After being tied, 139-139, after a five-minute overtime period of an Urban Coalition Senior Division battle, the two teams - laden with NBA and NCAA telent - were forced to decide the heated contest in a sudden-death overtime.
The policy of playing a sudden-death period after one overtime was adopted many years ago, according to James Wiggins, the Coalition chairman. He said the rule was instituted so the fans and players would not get tired or restless. Neither he or any observers or players could remember the last time a game was decided in such a manner.
The All-Stars' Charles Bradley tipped in the only basket needed to defeat the Bullets, 141-139, after 15 seconds of the "first-team-to-score-wins" session.
The 6-foot-5 Bradley, who led his team with 31 points, got the winning bucket off a missed jumper by his brother Dudley, the defensive-specialist guard, formerly of the University of North Carolina.
The two teams battled on a Tartan surface gymnasium floor at Gonzaga High School that was so slippery the players literally had to tiptoe down the court the last eight minutes of the game.
Roger Phegley and Dave Corzine led the Bullets with 41 and 26 points, respectively, and Phil Chenier bombed in 25. The Bullets (only draft choices, first-year players and injured players) are only 4-4 in summer league competition.
In the first overtime, the Bullets were working their offense off familiar set plays but every time they tried to execute, someone - usually Corzine - slipped hard on the moist floor.
At one point, Chenier worked the ball into Corzine, who made a beautiful spinning move through the lane only to shoot his layup from a supine position. "We know what we're supposed to do," said a dejected Corzine to Coach Reds Gaither, "but we can't move to execute the plays properly."
The All-Stars didn't fare any better in the footing war. John Lucas, Adrian Dantley and Tracy Jackson all took their spills.

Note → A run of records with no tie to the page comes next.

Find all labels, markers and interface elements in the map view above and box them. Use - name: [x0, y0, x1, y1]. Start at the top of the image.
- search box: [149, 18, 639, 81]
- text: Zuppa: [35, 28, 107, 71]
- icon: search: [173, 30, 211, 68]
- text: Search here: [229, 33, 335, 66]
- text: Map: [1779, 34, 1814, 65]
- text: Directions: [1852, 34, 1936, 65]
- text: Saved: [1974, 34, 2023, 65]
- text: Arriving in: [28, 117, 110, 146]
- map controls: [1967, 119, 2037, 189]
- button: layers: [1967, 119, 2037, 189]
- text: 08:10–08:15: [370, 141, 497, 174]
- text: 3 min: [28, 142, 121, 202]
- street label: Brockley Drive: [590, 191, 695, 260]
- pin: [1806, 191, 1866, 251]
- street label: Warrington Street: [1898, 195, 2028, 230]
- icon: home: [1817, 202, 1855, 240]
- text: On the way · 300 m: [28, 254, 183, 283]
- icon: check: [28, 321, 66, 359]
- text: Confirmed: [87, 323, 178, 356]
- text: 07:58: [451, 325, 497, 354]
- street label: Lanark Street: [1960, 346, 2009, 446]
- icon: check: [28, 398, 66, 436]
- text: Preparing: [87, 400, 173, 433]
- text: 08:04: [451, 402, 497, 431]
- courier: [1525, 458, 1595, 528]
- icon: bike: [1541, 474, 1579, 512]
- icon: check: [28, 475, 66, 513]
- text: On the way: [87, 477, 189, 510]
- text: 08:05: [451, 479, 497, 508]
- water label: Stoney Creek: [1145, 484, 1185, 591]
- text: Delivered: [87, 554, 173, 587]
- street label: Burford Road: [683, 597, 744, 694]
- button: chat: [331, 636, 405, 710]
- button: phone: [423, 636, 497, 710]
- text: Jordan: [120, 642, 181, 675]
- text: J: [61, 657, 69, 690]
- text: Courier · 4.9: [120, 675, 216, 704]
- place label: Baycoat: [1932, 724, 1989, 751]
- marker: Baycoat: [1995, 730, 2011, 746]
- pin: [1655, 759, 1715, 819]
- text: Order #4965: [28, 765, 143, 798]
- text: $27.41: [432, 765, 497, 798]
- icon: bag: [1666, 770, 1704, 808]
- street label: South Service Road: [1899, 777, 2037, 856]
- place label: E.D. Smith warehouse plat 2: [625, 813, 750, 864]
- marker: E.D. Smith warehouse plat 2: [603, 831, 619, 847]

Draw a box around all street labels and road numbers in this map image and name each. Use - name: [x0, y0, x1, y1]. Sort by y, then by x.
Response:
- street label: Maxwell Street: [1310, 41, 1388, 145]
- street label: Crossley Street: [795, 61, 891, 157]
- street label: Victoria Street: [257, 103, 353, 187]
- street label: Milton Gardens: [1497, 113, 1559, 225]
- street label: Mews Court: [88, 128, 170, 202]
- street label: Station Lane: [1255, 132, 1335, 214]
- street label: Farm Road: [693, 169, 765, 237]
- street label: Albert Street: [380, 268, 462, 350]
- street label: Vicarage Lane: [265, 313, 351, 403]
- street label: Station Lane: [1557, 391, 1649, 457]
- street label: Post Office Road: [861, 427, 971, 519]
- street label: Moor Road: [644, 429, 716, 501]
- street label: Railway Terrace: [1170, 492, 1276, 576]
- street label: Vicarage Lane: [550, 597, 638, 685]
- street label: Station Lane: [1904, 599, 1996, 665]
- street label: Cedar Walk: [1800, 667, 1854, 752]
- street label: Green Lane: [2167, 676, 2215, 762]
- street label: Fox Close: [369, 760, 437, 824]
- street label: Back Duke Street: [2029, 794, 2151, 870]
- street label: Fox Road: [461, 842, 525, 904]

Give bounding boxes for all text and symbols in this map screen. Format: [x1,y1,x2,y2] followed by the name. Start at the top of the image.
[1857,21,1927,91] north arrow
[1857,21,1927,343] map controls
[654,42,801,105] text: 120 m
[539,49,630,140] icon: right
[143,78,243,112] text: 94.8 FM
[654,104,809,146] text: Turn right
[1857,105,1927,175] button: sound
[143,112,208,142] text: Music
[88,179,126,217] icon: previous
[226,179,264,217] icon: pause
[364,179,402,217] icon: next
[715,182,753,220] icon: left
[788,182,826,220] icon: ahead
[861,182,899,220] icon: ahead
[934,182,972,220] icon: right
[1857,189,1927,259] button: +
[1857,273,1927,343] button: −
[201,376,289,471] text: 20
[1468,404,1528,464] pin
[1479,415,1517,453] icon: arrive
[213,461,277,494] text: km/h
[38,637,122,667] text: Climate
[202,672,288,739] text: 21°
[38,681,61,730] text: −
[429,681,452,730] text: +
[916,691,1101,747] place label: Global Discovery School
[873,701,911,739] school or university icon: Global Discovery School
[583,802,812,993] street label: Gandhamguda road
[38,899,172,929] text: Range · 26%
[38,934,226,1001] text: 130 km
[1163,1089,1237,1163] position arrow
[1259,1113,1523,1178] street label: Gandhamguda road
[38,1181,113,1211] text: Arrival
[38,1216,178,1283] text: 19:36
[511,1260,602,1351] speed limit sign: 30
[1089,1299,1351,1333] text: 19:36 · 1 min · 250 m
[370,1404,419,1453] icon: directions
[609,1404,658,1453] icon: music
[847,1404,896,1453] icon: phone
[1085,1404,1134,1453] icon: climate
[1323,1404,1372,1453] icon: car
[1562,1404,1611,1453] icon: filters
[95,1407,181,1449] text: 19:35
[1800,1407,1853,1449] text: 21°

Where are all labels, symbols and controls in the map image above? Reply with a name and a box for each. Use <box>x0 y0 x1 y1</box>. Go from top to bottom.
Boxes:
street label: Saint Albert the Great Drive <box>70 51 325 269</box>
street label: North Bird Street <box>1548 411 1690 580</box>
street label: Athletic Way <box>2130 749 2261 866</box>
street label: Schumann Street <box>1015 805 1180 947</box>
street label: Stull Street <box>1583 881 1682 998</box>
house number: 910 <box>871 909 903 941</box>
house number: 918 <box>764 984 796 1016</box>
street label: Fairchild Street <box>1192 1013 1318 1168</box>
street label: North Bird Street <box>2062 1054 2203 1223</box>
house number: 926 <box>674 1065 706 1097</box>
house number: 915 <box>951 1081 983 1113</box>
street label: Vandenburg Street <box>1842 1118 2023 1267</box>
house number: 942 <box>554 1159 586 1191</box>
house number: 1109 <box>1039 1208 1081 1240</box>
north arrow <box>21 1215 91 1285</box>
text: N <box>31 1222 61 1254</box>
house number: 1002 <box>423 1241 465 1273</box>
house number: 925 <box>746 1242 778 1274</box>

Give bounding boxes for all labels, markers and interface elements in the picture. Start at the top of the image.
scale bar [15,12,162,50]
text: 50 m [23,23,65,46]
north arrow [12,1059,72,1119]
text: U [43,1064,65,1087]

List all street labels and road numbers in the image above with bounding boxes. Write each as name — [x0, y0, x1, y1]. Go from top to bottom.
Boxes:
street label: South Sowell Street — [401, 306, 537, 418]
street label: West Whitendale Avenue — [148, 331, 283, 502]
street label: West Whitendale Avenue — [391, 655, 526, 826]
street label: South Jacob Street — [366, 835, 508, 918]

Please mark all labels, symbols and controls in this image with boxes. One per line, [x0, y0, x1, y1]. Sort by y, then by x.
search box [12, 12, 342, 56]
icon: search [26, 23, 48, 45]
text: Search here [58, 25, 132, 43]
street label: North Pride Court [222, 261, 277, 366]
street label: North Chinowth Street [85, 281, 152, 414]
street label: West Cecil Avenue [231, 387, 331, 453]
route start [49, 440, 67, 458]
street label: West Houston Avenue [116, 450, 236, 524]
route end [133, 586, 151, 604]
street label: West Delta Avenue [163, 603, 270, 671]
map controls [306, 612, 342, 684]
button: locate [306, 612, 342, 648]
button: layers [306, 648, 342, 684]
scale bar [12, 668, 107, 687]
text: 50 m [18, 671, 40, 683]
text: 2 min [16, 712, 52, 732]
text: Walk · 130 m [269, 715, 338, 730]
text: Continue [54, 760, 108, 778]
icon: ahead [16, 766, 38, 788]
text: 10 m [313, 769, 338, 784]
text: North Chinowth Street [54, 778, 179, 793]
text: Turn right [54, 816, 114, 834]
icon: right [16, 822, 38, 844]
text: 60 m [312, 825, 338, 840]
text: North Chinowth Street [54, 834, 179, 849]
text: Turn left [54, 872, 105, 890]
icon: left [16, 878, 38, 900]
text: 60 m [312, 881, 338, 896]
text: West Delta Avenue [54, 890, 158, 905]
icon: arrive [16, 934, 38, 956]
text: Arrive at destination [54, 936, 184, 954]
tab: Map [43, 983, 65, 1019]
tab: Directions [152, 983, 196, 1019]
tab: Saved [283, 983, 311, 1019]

"#Man, this is the worst floor I've ever seen," said Los Angeles Laker Dantley. "You can't drive the lanes, cut stop or anything."
Gaither said he and Taylor, coach of the All-Stars, considered taking the teams off the floor at the end of the first overtime to avoid serious injury but played the entire game because "we owed it to the fans."
"I couldn't very well ask the guys to execute set plays with the conditions they were under out there," Gaither added.
Oddly enough, the star of the game was not game-high scorer Phegley, Lucas or any big-name player, but Charles Bradley, the junior guard for the University of Wyoming, who insists there is little competition between himself and brother Dudley.
"He's better than me," Charles said. "That usually takes care of the competition."